Right, OK, she's making $12 million. But I do pity a woman who, at 39, has apparently reconciled herself to the idea that she's never going to be someone other than the woman who gave a blow job to the president of the United States. The hook for Lewinsky's book is reportedly going to be letters she sent to Clinton that apparently she retained copies of and that apparently reveal that Clinton complained about his sex life with Hillary. None of this is surprising or even terribly interesting.

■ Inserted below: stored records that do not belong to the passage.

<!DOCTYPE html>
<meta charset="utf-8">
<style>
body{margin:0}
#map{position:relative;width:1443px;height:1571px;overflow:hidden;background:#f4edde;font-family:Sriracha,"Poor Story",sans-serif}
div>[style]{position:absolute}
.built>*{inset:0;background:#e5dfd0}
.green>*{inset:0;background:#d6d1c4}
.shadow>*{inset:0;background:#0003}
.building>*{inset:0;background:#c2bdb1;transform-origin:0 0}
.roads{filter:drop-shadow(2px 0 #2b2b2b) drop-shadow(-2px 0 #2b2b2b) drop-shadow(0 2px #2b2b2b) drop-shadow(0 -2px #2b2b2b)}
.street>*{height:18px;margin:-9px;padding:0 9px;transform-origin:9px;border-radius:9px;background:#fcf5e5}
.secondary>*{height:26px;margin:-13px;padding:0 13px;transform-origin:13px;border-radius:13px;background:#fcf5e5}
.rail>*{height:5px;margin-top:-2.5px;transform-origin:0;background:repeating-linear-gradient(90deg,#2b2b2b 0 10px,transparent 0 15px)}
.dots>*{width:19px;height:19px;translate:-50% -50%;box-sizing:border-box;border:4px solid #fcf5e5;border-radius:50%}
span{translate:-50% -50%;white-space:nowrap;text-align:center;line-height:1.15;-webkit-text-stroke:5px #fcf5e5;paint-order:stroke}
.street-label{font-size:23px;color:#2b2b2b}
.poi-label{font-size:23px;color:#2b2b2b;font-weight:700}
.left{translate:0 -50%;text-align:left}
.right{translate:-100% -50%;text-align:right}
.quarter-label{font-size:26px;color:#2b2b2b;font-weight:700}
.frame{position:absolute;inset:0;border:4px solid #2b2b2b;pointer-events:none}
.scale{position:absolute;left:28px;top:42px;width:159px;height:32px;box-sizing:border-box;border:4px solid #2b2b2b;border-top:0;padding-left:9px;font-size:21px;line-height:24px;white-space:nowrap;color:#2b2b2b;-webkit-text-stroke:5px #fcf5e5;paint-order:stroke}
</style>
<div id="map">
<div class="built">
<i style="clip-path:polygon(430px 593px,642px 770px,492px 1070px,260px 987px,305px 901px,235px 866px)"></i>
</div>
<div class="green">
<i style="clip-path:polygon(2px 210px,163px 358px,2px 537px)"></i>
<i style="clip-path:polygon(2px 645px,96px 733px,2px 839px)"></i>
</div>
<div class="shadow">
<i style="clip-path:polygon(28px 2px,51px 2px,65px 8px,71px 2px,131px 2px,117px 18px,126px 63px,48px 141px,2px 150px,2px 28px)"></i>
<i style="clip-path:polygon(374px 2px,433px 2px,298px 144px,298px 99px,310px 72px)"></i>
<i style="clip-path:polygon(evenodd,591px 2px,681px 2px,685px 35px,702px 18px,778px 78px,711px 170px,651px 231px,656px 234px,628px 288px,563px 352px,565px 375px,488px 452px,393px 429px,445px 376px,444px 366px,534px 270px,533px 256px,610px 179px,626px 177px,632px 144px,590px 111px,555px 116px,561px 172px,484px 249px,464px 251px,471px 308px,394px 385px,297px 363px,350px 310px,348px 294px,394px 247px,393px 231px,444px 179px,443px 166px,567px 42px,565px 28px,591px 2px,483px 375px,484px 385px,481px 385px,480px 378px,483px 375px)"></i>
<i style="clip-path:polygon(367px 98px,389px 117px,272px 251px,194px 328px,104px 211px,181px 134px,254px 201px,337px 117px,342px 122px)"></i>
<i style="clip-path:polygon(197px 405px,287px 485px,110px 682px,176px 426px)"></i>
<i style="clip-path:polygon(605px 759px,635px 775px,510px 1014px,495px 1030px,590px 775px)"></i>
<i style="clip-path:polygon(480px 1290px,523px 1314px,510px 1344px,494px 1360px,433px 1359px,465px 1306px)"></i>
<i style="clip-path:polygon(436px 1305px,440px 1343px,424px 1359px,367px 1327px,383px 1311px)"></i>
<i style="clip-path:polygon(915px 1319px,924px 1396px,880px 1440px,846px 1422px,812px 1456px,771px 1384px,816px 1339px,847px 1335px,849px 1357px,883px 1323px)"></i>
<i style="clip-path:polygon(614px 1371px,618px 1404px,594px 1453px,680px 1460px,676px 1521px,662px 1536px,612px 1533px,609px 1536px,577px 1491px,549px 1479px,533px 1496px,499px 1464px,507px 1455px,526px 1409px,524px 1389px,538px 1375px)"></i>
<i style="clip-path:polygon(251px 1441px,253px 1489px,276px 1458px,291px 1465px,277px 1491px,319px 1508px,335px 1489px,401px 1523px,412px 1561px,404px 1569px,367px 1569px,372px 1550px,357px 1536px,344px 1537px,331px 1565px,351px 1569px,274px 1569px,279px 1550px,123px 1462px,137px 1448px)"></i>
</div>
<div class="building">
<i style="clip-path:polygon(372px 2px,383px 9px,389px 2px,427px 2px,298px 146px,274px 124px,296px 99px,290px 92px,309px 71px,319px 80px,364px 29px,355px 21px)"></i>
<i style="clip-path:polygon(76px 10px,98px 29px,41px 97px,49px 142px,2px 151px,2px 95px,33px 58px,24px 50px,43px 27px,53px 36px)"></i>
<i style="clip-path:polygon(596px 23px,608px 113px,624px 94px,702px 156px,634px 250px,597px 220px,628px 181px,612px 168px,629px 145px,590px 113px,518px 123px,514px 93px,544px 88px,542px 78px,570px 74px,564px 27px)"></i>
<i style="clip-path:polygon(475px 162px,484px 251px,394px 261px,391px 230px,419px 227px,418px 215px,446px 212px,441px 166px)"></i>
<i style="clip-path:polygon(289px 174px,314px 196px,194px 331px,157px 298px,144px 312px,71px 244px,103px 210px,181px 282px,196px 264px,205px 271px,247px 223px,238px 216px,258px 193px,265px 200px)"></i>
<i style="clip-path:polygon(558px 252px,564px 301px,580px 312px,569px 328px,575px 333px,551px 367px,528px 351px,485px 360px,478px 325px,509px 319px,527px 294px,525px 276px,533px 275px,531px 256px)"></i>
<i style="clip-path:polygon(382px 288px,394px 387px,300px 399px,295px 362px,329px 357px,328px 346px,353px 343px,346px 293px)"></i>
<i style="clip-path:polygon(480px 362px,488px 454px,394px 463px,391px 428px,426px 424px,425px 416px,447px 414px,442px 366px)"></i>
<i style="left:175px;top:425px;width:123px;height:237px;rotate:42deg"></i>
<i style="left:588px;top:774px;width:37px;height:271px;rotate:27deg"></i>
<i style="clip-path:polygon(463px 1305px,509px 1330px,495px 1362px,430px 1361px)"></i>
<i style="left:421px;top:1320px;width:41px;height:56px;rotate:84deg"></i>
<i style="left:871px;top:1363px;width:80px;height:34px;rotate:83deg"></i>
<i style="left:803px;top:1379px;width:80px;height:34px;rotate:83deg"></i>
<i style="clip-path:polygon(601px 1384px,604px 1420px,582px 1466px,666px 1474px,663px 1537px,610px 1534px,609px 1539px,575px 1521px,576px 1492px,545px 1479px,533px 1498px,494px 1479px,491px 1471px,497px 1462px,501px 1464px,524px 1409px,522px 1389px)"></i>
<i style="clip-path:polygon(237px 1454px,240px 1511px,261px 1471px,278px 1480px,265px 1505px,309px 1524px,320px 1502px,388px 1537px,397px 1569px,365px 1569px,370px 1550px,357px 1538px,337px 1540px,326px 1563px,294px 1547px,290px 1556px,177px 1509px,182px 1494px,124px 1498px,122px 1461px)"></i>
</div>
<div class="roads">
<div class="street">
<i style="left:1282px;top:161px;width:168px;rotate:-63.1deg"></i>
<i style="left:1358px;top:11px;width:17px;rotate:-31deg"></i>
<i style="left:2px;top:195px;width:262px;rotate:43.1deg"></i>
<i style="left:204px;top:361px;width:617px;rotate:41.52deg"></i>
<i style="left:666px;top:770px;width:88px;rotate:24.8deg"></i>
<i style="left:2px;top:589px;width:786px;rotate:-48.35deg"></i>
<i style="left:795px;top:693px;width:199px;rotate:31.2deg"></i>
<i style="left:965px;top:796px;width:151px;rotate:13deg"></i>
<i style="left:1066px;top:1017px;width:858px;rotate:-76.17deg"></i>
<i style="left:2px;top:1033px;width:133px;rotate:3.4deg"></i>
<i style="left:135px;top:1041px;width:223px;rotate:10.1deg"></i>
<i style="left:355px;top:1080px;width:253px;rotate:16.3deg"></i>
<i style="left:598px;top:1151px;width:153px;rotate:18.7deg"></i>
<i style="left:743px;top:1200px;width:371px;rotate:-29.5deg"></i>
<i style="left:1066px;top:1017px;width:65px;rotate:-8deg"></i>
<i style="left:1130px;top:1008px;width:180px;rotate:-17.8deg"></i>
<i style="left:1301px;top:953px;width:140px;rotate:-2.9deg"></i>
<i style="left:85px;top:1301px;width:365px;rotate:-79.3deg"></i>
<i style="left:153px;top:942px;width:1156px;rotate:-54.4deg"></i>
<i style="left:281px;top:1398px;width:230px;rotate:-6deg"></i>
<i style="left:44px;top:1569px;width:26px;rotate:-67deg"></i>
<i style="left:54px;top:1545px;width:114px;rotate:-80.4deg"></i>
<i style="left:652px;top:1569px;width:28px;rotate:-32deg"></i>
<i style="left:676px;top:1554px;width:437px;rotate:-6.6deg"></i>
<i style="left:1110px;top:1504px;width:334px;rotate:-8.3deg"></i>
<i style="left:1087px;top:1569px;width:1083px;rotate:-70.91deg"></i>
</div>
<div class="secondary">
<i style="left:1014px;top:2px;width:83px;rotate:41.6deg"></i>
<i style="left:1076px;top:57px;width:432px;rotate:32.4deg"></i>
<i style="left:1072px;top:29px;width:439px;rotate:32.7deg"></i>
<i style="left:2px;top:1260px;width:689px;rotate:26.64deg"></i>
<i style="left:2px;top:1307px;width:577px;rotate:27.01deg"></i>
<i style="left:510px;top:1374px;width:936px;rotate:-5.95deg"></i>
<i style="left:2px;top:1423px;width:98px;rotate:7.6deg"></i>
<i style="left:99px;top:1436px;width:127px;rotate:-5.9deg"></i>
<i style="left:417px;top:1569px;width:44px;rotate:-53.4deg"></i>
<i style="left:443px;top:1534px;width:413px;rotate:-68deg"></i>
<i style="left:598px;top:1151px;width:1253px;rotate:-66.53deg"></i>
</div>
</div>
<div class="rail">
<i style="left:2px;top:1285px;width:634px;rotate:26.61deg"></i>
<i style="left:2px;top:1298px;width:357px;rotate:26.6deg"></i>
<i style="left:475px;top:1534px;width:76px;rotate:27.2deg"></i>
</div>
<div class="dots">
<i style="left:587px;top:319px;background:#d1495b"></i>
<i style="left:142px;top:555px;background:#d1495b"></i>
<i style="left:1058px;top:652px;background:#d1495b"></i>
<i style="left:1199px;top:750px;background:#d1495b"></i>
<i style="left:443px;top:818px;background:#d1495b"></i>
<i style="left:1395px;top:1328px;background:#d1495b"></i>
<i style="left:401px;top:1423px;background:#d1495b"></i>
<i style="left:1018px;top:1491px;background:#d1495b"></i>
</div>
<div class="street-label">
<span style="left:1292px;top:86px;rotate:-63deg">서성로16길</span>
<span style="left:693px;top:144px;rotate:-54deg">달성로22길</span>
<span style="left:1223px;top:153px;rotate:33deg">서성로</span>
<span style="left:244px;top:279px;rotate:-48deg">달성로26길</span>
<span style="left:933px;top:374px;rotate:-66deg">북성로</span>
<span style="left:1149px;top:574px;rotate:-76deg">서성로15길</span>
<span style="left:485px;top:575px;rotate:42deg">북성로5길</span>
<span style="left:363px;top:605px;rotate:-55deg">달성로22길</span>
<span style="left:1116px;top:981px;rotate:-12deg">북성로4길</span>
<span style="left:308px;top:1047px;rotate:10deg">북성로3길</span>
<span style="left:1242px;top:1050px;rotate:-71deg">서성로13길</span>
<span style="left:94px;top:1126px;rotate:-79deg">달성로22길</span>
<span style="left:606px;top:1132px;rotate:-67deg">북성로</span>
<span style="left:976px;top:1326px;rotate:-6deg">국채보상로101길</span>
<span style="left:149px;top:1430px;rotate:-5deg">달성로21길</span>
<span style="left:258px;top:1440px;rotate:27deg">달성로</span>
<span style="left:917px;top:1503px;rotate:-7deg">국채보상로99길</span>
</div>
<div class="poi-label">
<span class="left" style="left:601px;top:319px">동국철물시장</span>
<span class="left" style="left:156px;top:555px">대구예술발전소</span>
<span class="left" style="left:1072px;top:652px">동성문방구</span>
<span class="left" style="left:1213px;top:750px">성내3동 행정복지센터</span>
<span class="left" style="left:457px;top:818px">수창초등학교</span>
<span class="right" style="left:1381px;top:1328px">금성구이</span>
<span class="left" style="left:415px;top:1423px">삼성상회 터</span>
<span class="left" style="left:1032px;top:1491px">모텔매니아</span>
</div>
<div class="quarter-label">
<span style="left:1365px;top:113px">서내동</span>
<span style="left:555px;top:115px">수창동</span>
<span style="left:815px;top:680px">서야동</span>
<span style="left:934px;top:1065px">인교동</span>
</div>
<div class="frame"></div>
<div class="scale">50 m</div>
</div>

For all the gossip about Bill's post-presidency romps, he's somehow transcended the affair. Why else would we all have passed along these images of Hillary lovingly watching him speak at this year's Democratic National Convention or tweeted our renewed love for him? But stories about Bill Clinton are all that Monica Lewinsky has to sell, and that's not necessarily her fault. On the occasion of Lewinsky receiving her master's from the London School of Economics in late 2006, Washington Post columnist Richard Cohen wrote about the cruelty of what befell Lewinsky in the wake of the scandal. She had become, he noted, "a branded woman, not an adulterer but something even worse—a girl toy, a trivial thing, a punch line." Clinton got a chance to reinvent his image, but Lewinsky's been denied that chance at every turn. The Post talked to a "sympathetic," but of course unnamed, friend of Lewinsky's who told the paper, "No one will hire her and she can’t get a job because of Clinton ... She needs to make money somehow.”
This is all anyone will be interested in from her for the rest of her life.